PROVIDED DATA Block Start

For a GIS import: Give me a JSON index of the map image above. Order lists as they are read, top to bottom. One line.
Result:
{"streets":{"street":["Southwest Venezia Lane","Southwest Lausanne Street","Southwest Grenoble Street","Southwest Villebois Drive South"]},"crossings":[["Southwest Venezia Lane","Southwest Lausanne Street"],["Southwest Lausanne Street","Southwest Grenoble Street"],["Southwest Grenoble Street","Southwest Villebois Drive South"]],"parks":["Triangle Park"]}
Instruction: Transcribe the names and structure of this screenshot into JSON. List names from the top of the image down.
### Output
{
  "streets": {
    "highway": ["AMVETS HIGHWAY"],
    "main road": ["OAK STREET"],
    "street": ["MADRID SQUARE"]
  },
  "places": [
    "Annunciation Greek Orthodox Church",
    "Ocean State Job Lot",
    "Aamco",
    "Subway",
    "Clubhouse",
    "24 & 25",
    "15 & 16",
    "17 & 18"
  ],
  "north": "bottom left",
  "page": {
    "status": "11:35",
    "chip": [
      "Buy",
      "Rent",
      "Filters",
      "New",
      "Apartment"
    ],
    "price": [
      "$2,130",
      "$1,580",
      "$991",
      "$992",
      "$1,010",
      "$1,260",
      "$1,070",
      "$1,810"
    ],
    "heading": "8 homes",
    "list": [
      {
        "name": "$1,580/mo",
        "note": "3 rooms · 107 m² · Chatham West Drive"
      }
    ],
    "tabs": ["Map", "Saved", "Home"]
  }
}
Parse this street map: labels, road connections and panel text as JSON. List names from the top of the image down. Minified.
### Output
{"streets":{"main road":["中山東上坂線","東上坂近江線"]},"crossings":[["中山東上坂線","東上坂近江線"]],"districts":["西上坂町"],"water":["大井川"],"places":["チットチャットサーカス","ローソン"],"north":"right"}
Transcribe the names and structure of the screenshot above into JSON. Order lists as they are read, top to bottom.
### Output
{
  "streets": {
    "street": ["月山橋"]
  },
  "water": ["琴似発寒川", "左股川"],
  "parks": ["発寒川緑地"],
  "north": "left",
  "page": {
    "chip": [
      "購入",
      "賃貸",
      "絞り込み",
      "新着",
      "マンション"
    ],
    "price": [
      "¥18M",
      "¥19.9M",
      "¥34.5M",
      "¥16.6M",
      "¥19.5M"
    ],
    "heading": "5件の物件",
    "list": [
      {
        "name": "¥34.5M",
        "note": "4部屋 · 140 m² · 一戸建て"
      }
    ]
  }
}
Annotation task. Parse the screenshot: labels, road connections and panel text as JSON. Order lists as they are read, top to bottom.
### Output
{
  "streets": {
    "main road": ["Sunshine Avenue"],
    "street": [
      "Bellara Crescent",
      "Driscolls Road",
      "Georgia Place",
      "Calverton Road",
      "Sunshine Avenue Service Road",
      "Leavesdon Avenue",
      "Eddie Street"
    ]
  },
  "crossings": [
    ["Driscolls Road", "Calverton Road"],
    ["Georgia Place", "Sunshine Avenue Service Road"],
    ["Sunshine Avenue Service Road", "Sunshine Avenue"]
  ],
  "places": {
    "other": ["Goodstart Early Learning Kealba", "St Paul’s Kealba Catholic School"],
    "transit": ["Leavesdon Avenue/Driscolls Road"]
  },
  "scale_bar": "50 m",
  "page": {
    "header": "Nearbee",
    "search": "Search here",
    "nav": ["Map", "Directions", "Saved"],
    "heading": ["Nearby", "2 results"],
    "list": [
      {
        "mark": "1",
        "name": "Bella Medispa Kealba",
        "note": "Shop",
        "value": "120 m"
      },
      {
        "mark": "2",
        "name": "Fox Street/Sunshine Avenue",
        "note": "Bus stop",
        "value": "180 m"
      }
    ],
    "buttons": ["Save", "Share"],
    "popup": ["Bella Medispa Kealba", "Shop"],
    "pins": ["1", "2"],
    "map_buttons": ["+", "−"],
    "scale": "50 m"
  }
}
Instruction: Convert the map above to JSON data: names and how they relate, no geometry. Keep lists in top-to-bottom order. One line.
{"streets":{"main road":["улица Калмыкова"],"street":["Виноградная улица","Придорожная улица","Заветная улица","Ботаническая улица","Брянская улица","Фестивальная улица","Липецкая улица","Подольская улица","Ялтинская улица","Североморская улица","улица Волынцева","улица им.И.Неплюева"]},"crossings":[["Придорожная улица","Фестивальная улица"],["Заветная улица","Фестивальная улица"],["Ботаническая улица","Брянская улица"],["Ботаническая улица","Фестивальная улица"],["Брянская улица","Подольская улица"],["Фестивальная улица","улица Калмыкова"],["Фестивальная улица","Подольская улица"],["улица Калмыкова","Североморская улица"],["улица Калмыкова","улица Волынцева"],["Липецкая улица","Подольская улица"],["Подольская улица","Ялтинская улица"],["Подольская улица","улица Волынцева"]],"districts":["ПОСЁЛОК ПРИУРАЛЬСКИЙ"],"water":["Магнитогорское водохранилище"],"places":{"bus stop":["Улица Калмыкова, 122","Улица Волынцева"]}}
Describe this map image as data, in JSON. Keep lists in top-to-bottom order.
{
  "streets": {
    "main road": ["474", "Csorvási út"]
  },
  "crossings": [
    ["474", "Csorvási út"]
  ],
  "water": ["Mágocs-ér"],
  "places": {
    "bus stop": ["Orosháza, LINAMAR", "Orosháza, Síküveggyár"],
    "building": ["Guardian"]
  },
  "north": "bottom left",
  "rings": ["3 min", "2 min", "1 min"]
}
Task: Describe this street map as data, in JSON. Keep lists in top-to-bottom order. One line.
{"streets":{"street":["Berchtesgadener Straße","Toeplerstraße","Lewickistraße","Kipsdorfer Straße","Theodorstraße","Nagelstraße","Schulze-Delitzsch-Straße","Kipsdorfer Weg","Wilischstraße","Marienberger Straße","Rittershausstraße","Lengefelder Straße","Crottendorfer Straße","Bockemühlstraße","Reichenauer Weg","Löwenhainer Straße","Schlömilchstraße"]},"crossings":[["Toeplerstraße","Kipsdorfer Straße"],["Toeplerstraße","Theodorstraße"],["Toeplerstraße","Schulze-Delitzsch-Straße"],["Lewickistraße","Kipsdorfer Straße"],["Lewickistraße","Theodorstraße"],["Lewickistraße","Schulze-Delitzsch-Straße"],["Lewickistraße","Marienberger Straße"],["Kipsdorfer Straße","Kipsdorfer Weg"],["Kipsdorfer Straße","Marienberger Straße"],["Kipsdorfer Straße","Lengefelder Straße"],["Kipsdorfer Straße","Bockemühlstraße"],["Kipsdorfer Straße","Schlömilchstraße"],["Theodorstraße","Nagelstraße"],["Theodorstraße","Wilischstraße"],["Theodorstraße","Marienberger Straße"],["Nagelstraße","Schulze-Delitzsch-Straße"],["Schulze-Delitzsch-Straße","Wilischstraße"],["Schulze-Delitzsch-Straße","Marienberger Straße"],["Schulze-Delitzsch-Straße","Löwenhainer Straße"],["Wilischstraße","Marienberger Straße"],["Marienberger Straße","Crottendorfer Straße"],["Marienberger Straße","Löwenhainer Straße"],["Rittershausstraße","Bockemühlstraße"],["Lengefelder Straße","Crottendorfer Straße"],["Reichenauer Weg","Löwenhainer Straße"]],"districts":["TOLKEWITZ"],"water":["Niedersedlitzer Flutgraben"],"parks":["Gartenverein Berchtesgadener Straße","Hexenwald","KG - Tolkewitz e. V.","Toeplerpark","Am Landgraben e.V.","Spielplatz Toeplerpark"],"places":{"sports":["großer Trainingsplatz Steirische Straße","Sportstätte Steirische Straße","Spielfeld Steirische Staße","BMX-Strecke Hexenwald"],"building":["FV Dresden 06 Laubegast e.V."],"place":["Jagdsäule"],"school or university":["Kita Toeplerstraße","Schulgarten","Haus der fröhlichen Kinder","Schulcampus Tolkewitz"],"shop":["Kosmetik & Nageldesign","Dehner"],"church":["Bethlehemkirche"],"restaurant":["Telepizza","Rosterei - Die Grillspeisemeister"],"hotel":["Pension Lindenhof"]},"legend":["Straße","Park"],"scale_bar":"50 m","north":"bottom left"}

PROVIDED DATA Block End

Look through the data and gather every line with the string "note" in it.

        "note": "3 rooms · 107 m² · Chatham West Drive"
        "note": "4部屋 · 140 m² · 一戸建て"
        "note": "Shop",
        "note": "Bus stop",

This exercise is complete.